▶ **WHAT NEEDS TO BE DONE**: Look for "water" in the listing below. Gather each line that contains it.
##### INFORMATION PROVIDED
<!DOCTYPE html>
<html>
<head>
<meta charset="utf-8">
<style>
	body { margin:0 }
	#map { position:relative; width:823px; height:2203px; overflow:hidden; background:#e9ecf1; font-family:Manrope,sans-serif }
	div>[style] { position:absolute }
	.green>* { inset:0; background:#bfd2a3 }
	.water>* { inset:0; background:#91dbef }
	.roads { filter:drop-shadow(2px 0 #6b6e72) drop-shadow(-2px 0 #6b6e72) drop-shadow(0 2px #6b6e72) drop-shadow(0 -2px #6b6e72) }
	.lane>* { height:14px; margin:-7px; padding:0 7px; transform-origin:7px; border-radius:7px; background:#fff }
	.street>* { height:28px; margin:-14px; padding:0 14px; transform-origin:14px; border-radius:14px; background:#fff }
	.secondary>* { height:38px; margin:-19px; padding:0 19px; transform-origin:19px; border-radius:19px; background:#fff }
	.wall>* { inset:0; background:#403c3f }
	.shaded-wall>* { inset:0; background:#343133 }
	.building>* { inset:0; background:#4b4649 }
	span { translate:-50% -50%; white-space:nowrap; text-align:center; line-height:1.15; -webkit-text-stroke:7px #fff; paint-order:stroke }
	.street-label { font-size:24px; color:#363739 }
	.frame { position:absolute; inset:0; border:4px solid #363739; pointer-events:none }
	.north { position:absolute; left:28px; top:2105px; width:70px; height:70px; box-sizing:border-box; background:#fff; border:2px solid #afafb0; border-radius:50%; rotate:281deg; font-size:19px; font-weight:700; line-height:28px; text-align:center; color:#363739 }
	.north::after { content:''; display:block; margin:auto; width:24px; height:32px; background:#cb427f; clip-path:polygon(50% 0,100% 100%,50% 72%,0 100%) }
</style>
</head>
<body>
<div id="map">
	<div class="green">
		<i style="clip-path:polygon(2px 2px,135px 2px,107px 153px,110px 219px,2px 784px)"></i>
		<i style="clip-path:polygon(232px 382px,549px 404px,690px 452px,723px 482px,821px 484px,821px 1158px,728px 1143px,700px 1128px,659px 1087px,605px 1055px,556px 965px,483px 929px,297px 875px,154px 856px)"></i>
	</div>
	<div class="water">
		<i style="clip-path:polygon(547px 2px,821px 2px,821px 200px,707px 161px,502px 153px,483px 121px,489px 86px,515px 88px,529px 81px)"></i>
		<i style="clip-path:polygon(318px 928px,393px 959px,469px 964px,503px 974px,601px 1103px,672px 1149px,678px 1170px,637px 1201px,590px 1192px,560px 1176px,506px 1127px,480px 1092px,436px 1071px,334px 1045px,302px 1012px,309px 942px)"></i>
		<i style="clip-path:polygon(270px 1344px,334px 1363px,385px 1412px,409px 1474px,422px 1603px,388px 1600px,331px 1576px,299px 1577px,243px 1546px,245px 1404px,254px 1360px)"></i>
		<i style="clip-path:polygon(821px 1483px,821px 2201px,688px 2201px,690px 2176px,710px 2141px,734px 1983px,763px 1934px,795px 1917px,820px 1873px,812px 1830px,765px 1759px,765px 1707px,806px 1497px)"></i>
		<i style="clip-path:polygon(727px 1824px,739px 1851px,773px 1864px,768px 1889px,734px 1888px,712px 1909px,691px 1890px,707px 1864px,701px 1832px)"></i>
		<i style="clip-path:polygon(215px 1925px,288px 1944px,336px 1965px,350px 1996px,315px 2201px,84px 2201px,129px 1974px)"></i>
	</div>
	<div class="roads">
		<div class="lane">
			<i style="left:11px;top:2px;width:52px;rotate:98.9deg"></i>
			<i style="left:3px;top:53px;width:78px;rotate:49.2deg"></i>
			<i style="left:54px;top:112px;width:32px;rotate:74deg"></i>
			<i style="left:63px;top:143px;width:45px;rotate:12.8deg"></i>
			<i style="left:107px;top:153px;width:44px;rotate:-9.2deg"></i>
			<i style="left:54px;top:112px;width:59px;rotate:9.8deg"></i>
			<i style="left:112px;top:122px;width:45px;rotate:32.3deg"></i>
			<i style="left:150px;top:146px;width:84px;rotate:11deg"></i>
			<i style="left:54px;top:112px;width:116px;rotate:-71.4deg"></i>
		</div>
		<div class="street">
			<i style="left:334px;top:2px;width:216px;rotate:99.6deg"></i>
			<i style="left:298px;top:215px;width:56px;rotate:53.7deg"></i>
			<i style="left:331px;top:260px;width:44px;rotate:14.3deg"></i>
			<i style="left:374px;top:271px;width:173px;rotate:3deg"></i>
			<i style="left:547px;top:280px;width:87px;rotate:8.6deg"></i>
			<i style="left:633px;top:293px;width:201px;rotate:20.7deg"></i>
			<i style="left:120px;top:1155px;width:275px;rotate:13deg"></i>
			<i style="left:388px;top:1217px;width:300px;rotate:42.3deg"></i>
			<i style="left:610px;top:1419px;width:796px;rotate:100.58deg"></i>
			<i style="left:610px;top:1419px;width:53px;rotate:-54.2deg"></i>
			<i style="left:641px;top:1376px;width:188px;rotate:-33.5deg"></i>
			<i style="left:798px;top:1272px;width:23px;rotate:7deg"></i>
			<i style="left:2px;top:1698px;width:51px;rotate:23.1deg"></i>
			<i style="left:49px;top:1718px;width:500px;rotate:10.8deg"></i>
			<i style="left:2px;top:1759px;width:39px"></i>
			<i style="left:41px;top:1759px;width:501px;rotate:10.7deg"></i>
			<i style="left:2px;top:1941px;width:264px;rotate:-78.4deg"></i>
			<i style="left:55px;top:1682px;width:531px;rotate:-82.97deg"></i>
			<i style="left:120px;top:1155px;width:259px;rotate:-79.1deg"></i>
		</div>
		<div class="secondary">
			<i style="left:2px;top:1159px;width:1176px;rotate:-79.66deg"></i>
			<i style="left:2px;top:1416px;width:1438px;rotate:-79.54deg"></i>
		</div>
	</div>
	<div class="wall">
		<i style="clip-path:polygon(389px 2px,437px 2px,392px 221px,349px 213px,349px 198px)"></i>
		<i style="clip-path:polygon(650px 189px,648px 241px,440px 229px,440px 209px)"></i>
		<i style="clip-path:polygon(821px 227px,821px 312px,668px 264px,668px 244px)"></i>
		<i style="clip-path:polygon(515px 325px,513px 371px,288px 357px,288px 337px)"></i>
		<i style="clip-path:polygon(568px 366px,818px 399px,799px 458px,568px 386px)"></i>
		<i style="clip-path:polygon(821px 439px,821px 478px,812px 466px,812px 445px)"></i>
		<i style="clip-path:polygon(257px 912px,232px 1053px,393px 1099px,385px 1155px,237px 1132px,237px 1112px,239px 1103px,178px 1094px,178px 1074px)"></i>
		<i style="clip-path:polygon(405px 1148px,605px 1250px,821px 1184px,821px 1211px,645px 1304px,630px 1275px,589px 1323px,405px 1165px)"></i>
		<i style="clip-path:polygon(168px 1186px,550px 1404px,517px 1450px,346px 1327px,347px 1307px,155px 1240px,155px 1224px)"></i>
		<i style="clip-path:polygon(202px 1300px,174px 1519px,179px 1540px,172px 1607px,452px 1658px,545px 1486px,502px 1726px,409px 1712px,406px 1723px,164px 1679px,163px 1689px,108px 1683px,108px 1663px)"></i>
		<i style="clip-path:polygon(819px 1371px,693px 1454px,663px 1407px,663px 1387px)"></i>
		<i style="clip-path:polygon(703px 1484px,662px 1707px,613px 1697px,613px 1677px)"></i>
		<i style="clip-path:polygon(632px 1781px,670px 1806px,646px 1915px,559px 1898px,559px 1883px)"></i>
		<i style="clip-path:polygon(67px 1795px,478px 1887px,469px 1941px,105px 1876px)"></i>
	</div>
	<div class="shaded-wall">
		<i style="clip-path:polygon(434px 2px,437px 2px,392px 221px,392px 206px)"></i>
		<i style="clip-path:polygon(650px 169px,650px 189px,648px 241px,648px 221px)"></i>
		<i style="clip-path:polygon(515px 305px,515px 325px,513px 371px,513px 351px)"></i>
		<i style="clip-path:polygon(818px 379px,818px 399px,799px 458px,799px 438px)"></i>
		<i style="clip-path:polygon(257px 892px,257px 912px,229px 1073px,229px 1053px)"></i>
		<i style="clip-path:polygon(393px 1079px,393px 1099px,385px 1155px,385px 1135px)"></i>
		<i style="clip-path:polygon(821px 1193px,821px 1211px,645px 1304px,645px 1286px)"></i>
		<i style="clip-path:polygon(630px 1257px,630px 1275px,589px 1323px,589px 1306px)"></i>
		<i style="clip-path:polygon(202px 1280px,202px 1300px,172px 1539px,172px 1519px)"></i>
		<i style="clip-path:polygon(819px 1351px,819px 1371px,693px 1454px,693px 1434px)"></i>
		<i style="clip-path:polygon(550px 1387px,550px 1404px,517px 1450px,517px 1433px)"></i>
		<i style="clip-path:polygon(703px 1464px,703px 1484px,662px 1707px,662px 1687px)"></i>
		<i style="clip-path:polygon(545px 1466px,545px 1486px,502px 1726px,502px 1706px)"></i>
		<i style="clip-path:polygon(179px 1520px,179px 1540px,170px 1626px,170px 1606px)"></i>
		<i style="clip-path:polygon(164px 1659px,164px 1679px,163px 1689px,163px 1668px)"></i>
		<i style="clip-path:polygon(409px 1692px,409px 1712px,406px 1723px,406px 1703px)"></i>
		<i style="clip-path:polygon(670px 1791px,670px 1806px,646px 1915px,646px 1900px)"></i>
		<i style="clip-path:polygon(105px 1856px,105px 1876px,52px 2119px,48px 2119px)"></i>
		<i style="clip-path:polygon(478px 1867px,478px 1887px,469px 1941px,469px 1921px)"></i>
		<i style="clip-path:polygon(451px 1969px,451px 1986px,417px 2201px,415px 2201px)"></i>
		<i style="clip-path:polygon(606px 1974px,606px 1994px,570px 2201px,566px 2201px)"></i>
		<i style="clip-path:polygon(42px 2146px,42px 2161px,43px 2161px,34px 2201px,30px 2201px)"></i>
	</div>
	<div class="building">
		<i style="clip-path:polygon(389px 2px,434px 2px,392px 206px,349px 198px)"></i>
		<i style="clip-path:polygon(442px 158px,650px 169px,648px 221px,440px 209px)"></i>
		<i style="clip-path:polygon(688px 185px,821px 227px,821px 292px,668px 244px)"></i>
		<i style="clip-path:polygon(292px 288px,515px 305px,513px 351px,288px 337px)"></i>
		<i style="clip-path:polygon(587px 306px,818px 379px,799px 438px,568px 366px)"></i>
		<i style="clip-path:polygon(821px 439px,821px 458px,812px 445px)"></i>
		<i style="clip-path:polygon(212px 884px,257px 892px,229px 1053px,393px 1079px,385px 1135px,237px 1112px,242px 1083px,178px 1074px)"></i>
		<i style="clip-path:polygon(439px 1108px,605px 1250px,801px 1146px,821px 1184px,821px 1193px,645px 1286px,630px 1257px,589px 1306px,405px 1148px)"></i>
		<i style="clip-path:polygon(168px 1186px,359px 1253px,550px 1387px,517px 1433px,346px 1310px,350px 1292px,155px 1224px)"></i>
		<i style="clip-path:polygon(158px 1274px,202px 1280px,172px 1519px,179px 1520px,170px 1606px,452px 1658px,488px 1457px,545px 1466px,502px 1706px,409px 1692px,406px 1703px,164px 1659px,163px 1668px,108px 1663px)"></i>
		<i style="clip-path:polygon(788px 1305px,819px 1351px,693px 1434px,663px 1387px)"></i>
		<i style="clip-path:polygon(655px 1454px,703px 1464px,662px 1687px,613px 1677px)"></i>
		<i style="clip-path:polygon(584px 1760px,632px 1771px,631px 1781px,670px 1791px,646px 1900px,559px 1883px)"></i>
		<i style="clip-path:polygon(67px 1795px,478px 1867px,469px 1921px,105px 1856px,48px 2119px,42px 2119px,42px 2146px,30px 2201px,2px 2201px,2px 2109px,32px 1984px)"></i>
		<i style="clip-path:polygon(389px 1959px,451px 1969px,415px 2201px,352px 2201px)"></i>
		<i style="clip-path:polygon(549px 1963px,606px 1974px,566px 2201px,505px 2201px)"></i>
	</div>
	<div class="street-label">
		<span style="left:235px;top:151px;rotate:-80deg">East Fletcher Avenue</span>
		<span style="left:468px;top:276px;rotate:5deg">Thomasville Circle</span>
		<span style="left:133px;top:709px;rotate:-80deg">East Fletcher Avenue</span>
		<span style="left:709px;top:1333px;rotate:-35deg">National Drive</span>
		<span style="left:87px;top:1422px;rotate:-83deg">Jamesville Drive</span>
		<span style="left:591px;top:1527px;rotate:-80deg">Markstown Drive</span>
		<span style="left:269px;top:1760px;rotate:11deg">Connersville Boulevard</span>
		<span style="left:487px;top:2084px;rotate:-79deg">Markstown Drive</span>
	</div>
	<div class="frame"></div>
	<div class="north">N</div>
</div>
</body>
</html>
##########
▶ **TASK SOLUTION**:
	.water>* { inset:0; background:#91dbef }
	<div class="water">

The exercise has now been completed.